Collected data:
________________________________________

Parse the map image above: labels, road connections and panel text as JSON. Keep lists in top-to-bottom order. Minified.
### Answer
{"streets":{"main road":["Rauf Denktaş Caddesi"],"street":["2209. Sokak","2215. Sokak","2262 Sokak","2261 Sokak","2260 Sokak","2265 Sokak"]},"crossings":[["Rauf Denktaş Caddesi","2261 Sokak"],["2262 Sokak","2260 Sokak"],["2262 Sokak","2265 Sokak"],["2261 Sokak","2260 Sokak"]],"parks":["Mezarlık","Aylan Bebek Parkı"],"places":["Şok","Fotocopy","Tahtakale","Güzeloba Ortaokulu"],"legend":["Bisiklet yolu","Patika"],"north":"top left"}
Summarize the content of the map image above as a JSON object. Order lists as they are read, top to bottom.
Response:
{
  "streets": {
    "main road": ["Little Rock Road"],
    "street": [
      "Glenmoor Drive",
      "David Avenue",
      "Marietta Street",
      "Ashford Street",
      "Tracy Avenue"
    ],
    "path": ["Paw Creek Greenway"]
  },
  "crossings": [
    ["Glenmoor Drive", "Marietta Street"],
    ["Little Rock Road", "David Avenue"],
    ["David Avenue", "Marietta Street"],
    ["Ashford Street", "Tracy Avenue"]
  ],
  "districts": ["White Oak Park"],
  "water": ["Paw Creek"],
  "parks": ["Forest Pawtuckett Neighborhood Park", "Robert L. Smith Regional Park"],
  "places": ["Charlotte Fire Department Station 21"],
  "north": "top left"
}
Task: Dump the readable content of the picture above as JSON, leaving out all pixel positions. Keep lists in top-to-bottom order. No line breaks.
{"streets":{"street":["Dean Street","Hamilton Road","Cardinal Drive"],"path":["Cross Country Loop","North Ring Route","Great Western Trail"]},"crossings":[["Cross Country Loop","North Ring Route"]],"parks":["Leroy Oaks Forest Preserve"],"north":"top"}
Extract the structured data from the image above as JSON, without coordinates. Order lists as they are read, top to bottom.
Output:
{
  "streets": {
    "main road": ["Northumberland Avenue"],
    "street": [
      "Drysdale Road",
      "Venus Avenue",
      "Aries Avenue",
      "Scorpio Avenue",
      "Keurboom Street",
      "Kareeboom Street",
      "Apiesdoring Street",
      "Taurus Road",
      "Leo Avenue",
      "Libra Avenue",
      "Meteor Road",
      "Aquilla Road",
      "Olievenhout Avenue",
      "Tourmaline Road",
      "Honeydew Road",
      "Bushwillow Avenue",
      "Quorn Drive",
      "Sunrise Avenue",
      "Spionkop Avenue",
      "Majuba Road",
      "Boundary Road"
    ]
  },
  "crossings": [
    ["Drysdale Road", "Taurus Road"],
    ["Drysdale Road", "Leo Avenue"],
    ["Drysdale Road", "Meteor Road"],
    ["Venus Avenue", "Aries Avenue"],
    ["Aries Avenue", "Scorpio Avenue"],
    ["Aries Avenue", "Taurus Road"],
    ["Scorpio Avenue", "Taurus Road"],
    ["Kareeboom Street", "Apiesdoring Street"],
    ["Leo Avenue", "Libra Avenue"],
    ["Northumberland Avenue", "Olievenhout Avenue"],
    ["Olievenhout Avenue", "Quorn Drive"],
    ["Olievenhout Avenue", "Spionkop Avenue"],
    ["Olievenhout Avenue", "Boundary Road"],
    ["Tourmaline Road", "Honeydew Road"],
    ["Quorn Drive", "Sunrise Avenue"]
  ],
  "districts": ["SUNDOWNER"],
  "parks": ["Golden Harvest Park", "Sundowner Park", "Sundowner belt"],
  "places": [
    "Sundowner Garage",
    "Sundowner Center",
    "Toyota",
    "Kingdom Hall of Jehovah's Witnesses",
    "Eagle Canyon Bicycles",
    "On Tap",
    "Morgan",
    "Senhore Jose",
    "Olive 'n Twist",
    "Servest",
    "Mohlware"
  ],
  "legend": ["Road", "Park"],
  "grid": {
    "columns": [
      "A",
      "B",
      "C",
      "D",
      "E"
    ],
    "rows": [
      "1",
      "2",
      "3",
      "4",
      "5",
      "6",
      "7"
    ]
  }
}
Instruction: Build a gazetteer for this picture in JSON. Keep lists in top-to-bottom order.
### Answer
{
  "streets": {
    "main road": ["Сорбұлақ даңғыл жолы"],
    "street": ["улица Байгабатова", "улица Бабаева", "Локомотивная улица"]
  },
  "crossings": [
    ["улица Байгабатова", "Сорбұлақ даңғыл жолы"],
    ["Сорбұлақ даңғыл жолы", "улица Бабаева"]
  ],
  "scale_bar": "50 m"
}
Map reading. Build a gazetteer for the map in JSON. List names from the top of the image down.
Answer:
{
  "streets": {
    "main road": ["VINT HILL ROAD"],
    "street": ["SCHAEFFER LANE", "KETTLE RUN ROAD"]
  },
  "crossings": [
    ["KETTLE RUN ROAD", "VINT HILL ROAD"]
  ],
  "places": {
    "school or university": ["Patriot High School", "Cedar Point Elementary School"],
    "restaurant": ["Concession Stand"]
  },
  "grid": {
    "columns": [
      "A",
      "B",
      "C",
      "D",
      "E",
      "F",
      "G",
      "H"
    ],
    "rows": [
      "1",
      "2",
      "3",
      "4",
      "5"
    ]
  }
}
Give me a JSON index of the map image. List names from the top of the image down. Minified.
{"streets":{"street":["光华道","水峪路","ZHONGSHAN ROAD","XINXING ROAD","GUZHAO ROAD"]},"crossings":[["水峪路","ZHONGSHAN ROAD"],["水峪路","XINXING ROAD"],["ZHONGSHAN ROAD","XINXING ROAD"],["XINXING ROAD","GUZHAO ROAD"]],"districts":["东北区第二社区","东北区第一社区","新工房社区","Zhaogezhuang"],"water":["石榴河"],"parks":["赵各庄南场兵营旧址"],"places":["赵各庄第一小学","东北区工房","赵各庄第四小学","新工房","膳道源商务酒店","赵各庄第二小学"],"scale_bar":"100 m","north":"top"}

________________________________________

• YOUR GOAL: Report each line in the data that holds the word "gazetteer".

• TASK RESPONSE:
Instruction: Build a gazetteer for this picture in JSON. Keep lists in top-to-bottom order.
Map reading. Build a gazetteer for the map in JSON. List names from the top of the image down.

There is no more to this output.